DER ENDOWMENT-EFFEKT

Klammern Sie sich nicht an die Dinge

Der BMW glänzte auf dem Parkplatz des Gebrauchtwagenhändlers. Zwar hatte er schon einige Kilometer drauf, doch er schien in tadellosem Zustand zu sein. Nur – mit 50.000 Euro war er mir entschieden zu teuer. Ich verstehe etwas von Gebrauchtwagen; maximal 40.000 war er in meinen Augen wert. Doch der Verkäufer ließ sich nicht erweichen. Als er sich eine Woche später bei mir meldete und sagte, ich könne den Wagen für 40.000 haben, schlug ich zu. Am nächsten Tag machte ich an einer Tankstelle halt. Dort sprach mich der Besitzer der Tankstelle an und offerierte 53.000 Euro cash für meinen Wagen. Ich lehnte dankend ab. Erst auf der Heimfahrt realisierte ich, wie irrational mein Verhalten gewesen war. Etwas, das in meinen Augen maximal 40.000 wert war, hatte nun, nachdem es in meinen Besitz übergegangen war, plötzlich einen Wert von über 53.000 – sonst hätte ich das Ding ja sofort weiterverkaufen müssen. Der Denkfehler dahinter: Endowment-Effekt (Besitztumseffekt). Was wir besitzen, empfinden wir als wertvoller, als was wir nicht besitzen. Anders ausgedrückt: Wenn wir etwas verkaufen, verlangen wir mehr Geld, als wir selbst dafür bereit wären, auszugeben.
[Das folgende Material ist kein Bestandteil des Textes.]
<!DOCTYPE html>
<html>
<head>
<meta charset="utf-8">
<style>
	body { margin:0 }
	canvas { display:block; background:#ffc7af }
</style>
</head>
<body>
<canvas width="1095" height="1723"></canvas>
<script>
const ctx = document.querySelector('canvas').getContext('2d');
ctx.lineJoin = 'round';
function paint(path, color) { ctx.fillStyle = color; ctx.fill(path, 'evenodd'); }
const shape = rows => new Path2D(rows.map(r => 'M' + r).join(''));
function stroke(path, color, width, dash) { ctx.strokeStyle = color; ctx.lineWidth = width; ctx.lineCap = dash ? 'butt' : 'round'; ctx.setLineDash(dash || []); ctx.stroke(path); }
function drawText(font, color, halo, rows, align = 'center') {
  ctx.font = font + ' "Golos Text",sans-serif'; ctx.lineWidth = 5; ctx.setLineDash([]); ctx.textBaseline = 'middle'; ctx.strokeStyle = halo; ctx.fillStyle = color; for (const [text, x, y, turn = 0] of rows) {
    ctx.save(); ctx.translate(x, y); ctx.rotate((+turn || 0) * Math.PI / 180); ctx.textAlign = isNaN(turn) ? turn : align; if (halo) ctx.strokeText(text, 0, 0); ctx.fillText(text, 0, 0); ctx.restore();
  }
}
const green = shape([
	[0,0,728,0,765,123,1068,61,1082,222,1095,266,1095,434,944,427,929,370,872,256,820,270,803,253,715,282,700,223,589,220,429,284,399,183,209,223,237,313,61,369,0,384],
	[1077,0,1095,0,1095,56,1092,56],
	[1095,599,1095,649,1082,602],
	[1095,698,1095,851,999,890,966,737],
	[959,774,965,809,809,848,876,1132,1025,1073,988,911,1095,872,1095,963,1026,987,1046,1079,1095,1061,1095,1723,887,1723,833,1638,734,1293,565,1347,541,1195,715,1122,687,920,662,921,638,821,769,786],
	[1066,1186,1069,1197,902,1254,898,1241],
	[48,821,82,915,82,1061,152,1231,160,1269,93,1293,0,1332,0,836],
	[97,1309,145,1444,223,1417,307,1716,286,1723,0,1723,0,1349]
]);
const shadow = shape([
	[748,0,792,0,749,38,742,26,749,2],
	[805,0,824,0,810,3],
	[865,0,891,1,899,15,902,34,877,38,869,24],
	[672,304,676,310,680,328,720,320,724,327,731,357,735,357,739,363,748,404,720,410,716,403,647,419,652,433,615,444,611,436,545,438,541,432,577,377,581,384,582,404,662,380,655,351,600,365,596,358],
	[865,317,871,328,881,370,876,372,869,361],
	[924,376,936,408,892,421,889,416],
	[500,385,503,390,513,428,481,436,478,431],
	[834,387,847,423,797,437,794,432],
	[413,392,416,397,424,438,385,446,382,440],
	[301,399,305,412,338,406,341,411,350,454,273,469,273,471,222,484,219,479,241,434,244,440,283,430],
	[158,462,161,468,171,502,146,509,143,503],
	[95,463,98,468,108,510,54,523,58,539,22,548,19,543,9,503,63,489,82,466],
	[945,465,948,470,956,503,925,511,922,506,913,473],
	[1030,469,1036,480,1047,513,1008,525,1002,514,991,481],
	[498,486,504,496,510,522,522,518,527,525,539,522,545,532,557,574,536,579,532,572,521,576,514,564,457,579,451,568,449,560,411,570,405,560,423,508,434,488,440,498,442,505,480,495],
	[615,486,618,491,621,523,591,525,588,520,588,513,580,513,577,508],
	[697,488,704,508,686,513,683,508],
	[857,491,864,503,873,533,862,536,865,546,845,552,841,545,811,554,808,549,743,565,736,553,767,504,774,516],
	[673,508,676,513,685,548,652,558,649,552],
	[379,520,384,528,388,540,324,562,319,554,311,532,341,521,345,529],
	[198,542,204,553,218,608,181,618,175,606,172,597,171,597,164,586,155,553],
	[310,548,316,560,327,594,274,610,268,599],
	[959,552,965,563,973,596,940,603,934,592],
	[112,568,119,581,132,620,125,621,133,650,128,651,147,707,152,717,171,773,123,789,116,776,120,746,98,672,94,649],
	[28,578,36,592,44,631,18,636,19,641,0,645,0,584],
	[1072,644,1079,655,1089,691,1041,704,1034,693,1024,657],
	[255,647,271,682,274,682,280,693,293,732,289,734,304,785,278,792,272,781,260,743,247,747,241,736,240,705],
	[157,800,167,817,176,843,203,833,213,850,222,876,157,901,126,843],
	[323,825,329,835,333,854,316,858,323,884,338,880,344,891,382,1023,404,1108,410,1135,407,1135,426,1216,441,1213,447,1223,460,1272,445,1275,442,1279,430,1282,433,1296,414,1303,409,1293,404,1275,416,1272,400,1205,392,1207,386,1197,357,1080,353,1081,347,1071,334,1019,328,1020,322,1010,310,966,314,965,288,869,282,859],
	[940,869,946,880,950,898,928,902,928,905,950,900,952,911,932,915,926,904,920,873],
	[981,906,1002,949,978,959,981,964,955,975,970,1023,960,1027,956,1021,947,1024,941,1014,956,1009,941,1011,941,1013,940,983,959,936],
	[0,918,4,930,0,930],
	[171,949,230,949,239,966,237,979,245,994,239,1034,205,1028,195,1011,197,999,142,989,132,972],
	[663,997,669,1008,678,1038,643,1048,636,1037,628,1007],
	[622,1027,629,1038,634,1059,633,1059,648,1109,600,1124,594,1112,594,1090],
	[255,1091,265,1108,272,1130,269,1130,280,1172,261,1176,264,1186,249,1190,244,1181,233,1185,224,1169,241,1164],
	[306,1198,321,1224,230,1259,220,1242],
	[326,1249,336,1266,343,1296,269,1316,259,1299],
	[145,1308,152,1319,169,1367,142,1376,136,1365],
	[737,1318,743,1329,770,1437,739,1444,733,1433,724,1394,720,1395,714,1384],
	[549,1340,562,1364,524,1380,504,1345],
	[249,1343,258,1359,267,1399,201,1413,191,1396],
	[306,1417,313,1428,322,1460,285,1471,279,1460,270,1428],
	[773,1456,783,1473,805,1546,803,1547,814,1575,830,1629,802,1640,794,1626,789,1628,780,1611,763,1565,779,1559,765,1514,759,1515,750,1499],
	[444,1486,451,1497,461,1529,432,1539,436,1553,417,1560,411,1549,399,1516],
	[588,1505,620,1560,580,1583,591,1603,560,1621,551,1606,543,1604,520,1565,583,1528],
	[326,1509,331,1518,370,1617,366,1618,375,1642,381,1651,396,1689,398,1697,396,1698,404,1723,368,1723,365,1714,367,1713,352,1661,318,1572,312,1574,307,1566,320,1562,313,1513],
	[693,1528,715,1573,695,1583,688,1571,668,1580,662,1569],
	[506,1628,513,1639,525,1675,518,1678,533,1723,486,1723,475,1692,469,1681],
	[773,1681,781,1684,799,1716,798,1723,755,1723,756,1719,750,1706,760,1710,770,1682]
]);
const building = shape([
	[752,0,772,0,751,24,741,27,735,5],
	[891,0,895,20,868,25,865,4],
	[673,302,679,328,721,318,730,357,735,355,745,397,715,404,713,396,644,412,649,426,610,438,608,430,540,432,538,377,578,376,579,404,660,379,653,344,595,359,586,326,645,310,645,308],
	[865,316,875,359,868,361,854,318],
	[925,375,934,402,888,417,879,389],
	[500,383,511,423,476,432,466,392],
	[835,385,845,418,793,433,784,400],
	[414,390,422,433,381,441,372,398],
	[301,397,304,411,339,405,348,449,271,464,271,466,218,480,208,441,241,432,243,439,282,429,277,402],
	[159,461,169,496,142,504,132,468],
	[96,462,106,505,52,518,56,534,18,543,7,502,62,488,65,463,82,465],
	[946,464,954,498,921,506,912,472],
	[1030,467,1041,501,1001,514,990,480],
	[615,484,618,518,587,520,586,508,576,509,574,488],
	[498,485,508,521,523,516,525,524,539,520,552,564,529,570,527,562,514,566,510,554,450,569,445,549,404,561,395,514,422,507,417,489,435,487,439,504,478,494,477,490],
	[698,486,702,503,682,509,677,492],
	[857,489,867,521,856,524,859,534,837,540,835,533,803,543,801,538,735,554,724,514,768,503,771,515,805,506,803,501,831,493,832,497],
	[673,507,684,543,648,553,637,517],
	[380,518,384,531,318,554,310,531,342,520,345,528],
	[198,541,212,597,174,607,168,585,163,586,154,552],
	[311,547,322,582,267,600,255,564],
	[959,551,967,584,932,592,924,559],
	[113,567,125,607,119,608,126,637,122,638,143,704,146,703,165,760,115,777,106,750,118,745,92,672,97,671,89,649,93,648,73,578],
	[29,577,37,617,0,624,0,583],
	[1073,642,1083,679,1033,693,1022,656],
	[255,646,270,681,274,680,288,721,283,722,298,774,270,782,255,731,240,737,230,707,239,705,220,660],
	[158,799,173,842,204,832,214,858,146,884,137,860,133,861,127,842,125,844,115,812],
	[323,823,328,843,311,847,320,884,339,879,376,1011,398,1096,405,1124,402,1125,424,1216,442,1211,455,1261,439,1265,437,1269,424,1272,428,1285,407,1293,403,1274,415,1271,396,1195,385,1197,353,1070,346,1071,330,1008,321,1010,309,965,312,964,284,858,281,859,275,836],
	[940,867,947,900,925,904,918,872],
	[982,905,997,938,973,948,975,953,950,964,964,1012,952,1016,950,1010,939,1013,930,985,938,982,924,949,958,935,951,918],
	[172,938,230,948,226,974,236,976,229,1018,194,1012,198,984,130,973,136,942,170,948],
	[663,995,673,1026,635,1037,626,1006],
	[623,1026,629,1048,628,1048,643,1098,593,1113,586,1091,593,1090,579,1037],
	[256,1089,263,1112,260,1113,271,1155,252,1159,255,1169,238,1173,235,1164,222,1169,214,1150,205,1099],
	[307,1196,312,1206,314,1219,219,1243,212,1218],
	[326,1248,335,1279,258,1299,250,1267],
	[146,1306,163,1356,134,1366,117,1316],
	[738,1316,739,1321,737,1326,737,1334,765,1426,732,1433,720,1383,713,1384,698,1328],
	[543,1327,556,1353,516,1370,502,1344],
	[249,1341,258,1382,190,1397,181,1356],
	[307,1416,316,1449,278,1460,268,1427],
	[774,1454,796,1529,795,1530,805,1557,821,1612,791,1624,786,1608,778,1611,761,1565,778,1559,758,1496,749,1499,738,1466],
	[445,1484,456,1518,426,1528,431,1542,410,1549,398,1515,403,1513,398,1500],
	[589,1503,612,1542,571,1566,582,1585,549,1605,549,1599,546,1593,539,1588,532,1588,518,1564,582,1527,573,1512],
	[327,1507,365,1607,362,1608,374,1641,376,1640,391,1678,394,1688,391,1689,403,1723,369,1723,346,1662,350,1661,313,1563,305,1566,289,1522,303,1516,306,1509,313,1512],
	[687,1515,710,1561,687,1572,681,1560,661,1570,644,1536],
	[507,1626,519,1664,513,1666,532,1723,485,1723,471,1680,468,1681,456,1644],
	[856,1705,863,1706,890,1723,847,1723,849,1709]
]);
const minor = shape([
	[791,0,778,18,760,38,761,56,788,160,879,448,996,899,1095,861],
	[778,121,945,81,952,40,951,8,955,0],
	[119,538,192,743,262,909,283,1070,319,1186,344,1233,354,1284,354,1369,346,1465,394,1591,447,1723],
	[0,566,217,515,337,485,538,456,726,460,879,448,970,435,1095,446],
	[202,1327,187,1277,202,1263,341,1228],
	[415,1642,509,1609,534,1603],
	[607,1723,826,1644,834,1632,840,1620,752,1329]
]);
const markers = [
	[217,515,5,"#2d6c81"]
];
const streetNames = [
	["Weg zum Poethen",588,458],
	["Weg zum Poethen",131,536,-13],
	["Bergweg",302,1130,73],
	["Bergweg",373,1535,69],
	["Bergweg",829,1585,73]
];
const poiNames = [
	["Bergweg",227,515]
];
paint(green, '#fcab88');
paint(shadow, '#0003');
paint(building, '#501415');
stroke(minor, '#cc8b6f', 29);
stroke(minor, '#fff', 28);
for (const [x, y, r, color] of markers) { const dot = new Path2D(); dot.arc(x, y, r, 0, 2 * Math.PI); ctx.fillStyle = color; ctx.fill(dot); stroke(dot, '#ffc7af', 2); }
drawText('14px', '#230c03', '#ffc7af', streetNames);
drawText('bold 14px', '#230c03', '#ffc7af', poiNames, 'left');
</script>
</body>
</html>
Der Psychologe Dan Ariely hat folgendes Experiment durchgeführt. Er verloste Eintrittskarten zu einem wichtigen Basketballspiel an seine Studenten. Anschließend fragte er jene Studenten, die leer ausgegangen waren, wie viel sie für eine Karte zu bezahlen bereit wären. Die meisten gaben einen Preis um die 170 Dollar an. Danach fragte er jene Studenten, die eine Karte gewonnen hatten, für wie viel sie bereit wären, ihre Karte zu verkaufen. Der durchschnittliche Verkaufspreis lag bei 2.400 Dollar. Die einfache Tatsache, dass wir etwas besitzen, verleiht dieser Sache offenbar Wert.

Im Immobiliengeschäft kommt der Endowment-Effekt deutlich zum Tragen. Der Verkäufer schätzt den Wert seines Hauses systematisch höher ein als der Markt. Der Marktpreis erscheint dem Hausbesitzer oft unfair, ja, eine Frechheit – weil er eine emotionale Bindung zu seinem Haus hat. Diesen emotionalen Mehrwert soll ein etwaiger Käufer mitbezahlen – was natürlich absurd ist.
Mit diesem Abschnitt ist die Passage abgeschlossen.